Septembre 1933. A 1 h du matin, au terme d'une délibération de quarante minutes, Christine Papin est condamnée à mort. À l'énoncé de la sentence, elle tombe à genoux. Elle ne sera pas guillotinée. Le président Albert Lebrun commue sa peine en travaux forcés à perpétuité. Mais après trois ans et demi derrière les barreaux, son état mental se dégrade. Inapte à la prison, la grande mélancolique est morte dans la section psychiatrique de l'asile de Saint-Méen de Rennes, le 18 mai 1937. Sa cadette Léa purgera sa peine de 10 ans à la maison centrale de femmes de Rennes.

Sous son vrai nom

1943-2001. Léa Papin bénéfice de circonstances atténuantes. Elle est condamnée à dix ans de travaux forcés assortis de vingt années d'interdiction de séjour. Elle est libérée de la prison de Rennes, en 1943, après avoir purgé sa peine jusqu'au dernier jour. À sa sortie, elle rejoindra sa soeur Clémence à Nantes. Elle est décédée à 90 ans, dans une clinique nantaise, le 24 juillet 2001.

A sa libération en 1943, Léa fut assignée à résidence à Nantes. "L'énorme surprise a été de découvrir qu'elle vivait sous son vrai nom. De la tombe de sa mère à l'immeuble où elle vivait, nous n'avons mis que 24 heures. Ces images n'ont pas été préparées, nous avons filmé nos investigations en direct. Nous avons monté l'escalier le coeur battant. Ce qui est fou, c'est que personne n'était au courant. Quand même, en 1991, Paris-Match consacre encore 7 ou 8 pages à l'affaire !" 

Décembre 1999. Au Mans, Claude Ventura et sa narratrice Pascale Thirode filment les lieux du drame, interrogent la mémoire sarthoise. Rencontrent la journaliste Paulette Houdyer, tenante farouche de l'hypothèse homosexuelle.

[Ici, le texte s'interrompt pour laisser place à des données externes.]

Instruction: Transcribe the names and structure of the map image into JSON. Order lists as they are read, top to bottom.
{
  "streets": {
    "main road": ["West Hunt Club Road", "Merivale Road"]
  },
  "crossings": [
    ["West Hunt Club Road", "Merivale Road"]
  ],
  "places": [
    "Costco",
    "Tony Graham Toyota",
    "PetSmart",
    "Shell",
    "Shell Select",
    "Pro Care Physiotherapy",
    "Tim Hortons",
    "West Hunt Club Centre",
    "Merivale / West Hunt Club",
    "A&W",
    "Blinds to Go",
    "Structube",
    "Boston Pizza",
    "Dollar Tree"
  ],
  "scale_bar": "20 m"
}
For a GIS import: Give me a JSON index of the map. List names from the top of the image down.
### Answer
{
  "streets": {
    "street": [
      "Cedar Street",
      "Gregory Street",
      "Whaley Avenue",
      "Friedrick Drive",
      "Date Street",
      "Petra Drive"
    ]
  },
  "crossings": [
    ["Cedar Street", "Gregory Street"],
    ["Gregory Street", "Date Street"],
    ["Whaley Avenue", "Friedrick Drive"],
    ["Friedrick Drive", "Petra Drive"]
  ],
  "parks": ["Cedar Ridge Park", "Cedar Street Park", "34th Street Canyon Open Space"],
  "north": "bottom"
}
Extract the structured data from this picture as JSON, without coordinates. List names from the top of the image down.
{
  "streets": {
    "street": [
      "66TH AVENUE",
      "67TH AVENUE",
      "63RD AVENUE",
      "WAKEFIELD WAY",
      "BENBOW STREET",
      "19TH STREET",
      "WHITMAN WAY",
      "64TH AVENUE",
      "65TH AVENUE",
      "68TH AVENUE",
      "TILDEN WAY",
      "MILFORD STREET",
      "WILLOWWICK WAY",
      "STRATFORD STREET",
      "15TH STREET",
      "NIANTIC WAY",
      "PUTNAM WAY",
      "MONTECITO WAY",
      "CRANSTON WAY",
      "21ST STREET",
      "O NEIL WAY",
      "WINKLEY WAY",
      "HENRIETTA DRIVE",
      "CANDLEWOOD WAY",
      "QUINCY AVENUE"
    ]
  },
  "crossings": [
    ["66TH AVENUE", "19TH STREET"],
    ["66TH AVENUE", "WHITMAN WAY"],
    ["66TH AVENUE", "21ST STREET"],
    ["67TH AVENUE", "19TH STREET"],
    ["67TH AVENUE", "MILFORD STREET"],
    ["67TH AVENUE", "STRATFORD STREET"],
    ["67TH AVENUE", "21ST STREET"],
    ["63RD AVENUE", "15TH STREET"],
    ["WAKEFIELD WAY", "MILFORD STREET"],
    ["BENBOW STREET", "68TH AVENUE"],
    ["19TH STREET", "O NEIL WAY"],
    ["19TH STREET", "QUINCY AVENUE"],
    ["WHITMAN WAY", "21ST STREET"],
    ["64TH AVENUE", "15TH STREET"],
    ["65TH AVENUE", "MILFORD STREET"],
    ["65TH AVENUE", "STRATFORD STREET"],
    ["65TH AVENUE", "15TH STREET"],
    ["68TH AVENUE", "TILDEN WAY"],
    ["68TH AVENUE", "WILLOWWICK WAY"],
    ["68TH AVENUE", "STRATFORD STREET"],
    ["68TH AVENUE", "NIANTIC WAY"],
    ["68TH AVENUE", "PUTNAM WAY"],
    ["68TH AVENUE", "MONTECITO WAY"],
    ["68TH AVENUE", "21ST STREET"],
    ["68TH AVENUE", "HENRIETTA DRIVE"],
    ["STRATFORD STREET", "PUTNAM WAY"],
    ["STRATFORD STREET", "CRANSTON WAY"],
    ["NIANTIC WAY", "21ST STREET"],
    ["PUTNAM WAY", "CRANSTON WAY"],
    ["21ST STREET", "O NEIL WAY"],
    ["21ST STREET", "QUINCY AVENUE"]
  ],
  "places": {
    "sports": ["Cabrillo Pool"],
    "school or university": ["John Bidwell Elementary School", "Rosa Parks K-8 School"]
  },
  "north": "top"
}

2000. Mais revenons à Claude Ventura, un an avant la mort de Léa. Il remonte la piste jusqu'à Nantes. Dans un cimetière nantais, la concession funéraire de Clémence Derré, mère des deux bonnes mancelles, est régulièrement renouvelée par la cadette. "Je n'avais jamais imaginé rencontrer Léa Papin en vie, dit Claude Ventura. Si j'avais su qu'elle était vivante, je n'aurais même pas fait le film."
Quand ils frappent à la porte des voisins, ceux-ci renvoient une tout autre image de Léa que la jeune mutique du procès. Ils n'ont pas lu Paris-Match, ni Jean Genêt, ils ignorent son passé. Le réalisateur ne les décille pas. Ils parlent d'elle comme d'une femme active, que tout le monde connaît dans l'immeuble de Notre-Dame du Bon-Port, qui a refait son existence, est devenue couturière. L'image presque idéale d'une réinsertion réussie, d'une vie privée reconstruite sous son propre nom après paiement de la dette. 
Aphasique depuis la chute qui l'a contrainte à quitter son domicile, elle se trouvait dans une résidence de long séjour. Claude Ventura et Pascale Thirode s'y présentent et demandent à la voir. "Je n'ai pas voulu qu'elle voie que je la filmais, j'ai seulement filmé le fantôme avec un caméscope, sans vouloir utiliser cette image. Nous lui avons dit que nous venions de la part de ses voisins. Mais je ne lui ai pas parlé de l'affaire, j'aurais trouvé ça moche."

Au cours du montage, l'idée s'impose de clore le suspense par cette image. Muette comme lors de son procès. Mais que sait aujourd'hui Léa de l'affaire Papin ? Ce visage et ces yeux farouches ("Sitting Bull pris par les Yankees") ont traversé le siècle avec leur mystère. 

Daniel Morvan

En quête des soeurs Papin, film de Claude Ventura, 2000.